The case of James v. Richman (547 F.3d 214 (3 Cir. 2008))
This case concerned Mr. and Mrs. James. Mr. James was in a Pennsylvania nursing home and applied for a “resource assessment,” which is the step where the state Medicaid department determines how much of a couple’s assets may be protected, and how much must be spent down before the nursing home spouse can qualify for Medicaid. In order to reduce their assets, Mrs. James purchased a $250,000 single premium immediate irrevocable annuity. The annuity was payable to Mrs. James over an eight-year period in monthly amounts of approximately $3,000. The annuity contract stated that the contract “may not be surrendered, transferred, collaterally assigned, or returned for a return of the premium paid. This contract is irrevocable and has no cash surrender value. An owner may not amend this contract or change any designation under this contract.”
After purchasing a new car with the balance of the couple’s excess assets, Mr. James applied for Medicaid and was rejected because of the “availability of the $250,000
annuity.” The reason cited was that any amount of a couple’s assets in excess of the CSRA may not be converted into income for the community spouse through
the purchase of Medicaid annuities for the sole benefit of the community spouse.
In its defense, the state Medicaid department offered the declaration of a Michael Goodman, Chief Executive Officer of J.G. Wentworth, a finance company specializing in the
purchase of annuities, as evidence of the value and marketability of the annuity, despite the non-assignment language in the annuity's endorsement.

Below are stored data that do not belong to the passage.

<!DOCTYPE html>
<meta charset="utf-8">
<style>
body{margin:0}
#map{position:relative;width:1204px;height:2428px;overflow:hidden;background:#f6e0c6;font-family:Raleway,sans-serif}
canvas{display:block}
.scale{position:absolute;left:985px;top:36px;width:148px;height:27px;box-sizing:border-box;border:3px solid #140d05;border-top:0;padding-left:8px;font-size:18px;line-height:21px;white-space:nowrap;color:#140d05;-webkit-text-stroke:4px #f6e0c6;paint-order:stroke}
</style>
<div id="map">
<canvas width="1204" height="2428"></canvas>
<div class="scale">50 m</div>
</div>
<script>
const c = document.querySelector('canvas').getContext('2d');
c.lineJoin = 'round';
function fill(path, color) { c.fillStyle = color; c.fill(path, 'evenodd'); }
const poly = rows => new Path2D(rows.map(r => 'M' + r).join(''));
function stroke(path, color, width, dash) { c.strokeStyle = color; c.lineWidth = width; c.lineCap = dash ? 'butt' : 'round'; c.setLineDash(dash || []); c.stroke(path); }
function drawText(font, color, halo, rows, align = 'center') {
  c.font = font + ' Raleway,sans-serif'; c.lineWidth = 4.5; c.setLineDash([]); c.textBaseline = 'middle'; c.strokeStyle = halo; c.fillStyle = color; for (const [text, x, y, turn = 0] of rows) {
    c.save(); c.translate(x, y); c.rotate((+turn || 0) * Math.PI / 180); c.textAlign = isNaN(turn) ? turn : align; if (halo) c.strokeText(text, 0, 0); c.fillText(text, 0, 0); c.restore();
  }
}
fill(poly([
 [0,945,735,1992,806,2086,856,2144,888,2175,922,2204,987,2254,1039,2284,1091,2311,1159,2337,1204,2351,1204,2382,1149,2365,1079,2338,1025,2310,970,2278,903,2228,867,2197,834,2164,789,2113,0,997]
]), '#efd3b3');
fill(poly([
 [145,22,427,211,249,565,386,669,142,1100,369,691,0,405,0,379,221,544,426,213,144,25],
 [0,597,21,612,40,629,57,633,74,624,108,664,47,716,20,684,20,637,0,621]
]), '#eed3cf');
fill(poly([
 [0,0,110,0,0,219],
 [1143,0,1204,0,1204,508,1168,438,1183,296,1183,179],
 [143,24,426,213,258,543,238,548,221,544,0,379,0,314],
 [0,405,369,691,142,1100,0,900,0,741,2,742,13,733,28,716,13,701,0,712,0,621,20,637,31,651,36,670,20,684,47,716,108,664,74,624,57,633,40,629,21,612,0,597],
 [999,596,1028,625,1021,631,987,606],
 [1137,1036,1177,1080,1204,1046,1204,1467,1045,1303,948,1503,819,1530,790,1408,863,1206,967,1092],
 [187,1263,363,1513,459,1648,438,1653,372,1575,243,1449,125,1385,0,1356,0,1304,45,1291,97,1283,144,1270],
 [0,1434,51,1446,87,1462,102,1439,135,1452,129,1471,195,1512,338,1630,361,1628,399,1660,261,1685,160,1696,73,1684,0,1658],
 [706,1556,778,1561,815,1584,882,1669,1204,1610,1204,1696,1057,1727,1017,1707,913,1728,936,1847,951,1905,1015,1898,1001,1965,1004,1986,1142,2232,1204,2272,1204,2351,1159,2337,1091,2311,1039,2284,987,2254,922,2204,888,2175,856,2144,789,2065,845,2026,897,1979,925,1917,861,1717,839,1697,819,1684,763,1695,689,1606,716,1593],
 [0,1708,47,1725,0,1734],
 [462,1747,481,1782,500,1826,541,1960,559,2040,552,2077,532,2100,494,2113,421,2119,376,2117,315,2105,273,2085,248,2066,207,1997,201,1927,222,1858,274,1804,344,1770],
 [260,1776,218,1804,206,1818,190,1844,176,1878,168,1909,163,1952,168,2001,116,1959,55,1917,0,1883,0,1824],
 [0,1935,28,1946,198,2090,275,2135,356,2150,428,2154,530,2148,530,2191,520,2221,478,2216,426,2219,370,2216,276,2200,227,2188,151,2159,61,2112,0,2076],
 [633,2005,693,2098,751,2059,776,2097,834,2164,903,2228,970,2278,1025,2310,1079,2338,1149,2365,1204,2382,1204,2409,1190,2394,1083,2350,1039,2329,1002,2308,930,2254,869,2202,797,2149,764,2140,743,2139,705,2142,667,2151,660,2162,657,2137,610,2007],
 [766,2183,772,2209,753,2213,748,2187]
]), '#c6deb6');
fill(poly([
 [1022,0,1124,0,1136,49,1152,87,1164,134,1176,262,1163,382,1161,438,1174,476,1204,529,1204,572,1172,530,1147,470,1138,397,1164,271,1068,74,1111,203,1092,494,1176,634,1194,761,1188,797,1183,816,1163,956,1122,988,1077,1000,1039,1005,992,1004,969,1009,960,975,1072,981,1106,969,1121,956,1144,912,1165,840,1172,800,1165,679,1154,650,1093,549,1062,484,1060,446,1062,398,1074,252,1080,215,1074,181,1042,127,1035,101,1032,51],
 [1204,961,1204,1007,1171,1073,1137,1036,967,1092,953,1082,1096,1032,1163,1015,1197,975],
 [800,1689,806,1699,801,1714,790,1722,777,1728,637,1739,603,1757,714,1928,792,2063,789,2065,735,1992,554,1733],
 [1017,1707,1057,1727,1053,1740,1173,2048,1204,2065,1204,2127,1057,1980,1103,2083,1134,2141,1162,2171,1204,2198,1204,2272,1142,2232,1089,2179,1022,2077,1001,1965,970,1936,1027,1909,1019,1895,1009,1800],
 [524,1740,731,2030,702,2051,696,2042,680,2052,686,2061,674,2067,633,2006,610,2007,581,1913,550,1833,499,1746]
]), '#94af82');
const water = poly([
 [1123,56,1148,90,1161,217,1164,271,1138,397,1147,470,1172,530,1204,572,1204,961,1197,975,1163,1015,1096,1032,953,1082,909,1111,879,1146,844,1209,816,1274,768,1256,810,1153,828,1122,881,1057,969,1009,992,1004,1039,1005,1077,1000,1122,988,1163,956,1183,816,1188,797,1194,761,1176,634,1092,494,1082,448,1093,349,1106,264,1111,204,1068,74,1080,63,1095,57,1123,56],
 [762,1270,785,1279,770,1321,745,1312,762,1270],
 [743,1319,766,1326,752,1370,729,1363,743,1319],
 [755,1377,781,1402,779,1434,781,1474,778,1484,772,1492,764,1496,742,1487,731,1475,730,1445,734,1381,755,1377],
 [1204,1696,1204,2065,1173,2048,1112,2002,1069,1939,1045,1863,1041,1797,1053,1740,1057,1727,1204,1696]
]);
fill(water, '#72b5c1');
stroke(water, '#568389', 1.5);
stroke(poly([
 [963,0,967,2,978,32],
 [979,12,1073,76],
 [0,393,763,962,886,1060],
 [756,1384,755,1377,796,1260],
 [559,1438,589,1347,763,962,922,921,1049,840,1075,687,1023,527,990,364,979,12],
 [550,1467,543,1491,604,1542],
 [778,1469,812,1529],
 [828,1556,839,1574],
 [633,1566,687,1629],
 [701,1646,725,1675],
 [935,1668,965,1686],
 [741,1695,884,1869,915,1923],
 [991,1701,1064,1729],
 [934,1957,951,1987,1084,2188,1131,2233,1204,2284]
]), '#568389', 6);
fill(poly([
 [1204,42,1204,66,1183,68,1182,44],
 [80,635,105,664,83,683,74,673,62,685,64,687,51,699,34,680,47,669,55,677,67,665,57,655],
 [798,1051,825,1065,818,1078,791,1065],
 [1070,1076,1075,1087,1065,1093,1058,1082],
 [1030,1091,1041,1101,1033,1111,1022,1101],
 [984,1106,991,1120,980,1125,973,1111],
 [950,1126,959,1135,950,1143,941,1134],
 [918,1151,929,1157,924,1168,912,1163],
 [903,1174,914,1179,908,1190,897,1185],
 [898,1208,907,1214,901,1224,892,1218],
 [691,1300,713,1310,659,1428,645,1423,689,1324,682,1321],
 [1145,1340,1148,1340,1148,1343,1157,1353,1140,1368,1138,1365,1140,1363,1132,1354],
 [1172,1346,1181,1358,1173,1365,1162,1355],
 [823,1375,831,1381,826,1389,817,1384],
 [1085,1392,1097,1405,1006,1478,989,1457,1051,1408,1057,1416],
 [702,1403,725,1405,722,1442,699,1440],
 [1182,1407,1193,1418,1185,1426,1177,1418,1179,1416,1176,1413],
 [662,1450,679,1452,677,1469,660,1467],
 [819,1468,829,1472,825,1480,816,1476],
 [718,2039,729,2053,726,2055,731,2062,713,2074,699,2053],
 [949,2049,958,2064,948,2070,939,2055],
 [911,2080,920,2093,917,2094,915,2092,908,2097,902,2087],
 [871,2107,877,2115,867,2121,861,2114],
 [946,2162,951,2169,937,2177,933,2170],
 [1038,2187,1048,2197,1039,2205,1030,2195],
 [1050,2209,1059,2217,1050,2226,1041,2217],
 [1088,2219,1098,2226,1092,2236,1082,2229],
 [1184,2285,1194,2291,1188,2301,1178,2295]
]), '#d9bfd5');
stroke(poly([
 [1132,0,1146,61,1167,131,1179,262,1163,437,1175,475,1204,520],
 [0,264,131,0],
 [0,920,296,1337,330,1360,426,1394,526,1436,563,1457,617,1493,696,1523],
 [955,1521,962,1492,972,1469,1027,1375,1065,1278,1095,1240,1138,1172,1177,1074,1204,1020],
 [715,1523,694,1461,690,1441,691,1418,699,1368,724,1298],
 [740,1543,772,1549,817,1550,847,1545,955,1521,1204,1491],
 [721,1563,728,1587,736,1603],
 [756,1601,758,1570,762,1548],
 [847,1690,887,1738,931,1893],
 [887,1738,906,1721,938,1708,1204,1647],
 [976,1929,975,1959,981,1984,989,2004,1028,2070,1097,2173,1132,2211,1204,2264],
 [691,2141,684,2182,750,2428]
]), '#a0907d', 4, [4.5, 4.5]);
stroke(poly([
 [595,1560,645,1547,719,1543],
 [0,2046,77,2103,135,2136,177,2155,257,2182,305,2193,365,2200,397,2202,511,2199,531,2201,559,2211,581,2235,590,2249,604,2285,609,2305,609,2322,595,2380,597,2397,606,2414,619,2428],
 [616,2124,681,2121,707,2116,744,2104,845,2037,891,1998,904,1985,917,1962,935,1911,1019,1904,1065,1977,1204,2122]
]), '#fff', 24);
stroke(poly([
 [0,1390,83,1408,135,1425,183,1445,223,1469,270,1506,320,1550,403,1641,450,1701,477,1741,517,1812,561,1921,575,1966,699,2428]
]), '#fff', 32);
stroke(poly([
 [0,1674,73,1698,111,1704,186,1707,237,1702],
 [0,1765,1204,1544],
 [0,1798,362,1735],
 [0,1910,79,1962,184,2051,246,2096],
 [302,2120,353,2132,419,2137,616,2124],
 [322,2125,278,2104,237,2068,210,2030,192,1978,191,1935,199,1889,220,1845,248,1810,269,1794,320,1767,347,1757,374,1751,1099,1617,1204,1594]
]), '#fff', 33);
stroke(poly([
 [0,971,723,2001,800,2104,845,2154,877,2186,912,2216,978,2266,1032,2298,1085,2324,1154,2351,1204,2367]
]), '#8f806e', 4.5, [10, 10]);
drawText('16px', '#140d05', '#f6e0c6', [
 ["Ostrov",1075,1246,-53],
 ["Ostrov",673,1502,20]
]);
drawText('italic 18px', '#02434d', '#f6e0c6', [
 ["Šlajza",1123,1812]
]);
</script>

In its decision, the court, relying on language in the SSI Program Operations Manual System (POMS), held that, because Mrs. James lacked the legal power to liquidate the annuity, it is not an available resource. They stated, “Even if ...[Mrs.] James has the de facto ability to effect a change in ownership of the annuity, she cannot do so without breaching the contract and incurring legal liability. Accordingly, the annuity cannot be treated as an available resource.”
The state, however, argued that even if Mrs. James could not transfer or cash in the annuity itself, she could nonetheless assign her rights to the annuity payments, i.e.,
the income stream from the annuity. The court, however, was not convinced, stating that “[t]here is no statutory basis for such a theory and, indeed, adopting it would tend to undermine the MCCA rule that “no income of the community spouse shall be deemed available to the institutionalized spouse.”
Finally, the court noted that it doesn’t matter what the court thinks is the purpose of the Medicaid rules; its job is merely to implement Congress’s purpose as expressed in the statutes.